(Collected data)

+ + +

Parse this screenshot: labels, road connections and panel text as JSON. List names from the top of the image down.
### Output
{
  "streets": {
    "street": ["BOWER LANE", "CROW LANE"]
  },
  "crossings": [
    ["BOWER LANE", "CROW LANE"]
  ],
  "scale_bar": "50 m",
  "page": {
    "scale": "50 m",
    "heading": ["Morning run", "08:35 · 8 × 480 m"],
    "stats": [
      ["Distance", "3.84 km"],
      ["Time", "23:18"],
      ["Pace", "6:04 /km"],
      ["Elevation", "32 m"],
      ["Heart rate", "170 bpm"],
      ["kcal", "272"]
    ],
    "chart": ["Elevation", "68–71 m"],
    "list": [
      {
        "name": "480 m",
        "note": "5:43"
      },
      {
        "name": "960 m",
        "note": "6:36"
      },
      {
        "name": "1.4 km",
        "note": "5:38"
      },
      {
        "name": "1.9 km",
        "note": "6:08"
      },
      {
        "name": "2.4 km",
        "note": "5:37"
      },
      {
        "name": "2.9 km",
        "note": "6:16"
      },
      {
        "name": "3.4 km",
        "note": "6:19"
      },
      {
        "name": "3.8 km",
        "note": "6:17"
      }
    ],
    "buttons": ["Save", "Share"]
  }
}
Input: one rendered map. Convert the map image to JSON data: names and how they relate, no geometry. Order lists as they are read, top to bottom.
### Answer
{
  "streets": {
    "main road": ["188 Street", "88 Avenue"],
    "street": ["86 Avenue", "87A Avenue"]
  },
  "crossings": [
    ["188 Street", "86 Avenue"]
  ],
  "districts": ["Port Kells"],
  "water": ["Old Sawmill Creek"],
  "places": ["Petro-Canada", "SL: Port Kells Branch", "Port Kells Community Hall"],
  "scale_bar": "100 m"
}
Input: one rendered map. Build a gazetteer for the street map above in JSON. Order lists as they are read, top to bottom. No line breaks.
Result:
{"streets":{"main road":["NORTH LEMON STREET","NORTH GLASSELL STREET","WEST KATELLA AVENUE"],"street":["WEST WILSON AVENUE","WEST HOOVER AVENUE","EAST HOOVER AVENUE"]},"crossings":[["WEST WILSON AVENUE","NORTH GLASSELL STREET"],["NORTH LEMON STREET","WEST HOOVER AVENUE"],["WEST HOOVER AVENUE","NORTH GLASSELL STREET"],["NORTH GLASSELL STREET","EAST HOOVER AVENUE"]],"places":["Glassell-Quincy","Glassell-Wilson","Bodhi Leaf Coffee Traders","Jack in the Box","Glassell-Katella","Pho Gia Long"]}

+ + +

▶ YOUR ASSIGNMENT:
All of the data above should be transcribed exactly.

▶ ANSWER SECTION:
Parse this screenshot: labels, road connections and panel text as JSON. List names from the top of the image down.
### Output
{
  "streets": {
    "street": ["BOWER LANE", "CROW LANE"]
  },
  "crossings": [
    ["BOWER LANE", "CROW LANE"]
  ],
  "scale_bar": "50 m",
  "page": {
    "scale": "50 m",
    "heading": ["Morning run", "08:35 · 8 × 480 m"],
    "stats": [
      ["Distance", "3.84 km"],
      ["Time", "23:18"],
      ["Pace", "6:04 /km"],
      ["Elevation", "32 m"],
      ["Heart rate", "170 bpm"],
      ["kcal", "272"]
    ],
    "chart": ["Elevation", "68–71 m"],
    "list": [
      {
        "name": "480 m",
        "note": "5:43"
      },
      {
        "name": "960 m",
        "note": "6:36"
      },
      {
        "name": "1.4 km",
        "note": "5:38"
      },
      {
        "name": "1.9 km",
        "note": "6:08"
      },
      {
        "name": "2.4 km",
        "note": "5:37"
      },
      {
        "name": "2.9 km",
        "note": "6:16"
      },
      {
        "name": "3.4 km",
        "note": "6:19"
      },
      {
        "name": "3.8 km",
        "note": "6:17"
      }
    ],
    "buttons": ["Save", "Share"]
  }
}
Input: one rendered map. Convert the map image to JSON data: names and how they relate, no geometry. Order lists as they are read, top to bottom.
### Answer
{
  "streets": {
    "main road": ["188 Street", "88 Avenue"],
    "street": ["86 Avenue", "87A Avenue"]
  },
  "crossings": [
    ["188 Street", "86 Avenue"]
  ],
  "districts": ["Port Kells"],
  "water": ["Old Sawmill Creek"],
  "places": ["Petro-Canada", "SL: Port Kells Branch", "Port Kells Community Hall"],
  "scale_bar": "100 m"
}
Input: one rendered map. Build a gazetteer for the street map above in JSON. Order lists as they are read, top to bottom. No line breaks.
Result:
{"streets":{"main road":["NORTH LEMON STREET","NORTH GLASSELL STREET","WEST KATELLA AVENUE"],"street":["WEST WILSON AVENUE","WEST HOOVER AVENUE","EAST HOOVER AVENUE"]},"crossings":[["WEST WILSON AVENUE","NORTH GLASSELL STREET"],["NORTH LEMON STREET","WEST HOOVER AVENUE"],["WEST HOOVER AVENUE","NORTH GLASSELL STREET"],["NORTH GLASSELL STREET","EAST HOOVER AVENUE"]],"places":["Glassell-Quincy","Glassell-Wilson","Bodhi Leaf Coffee Traders","Jack in the Box","Glassell-Katella","Pho Gia Long"]}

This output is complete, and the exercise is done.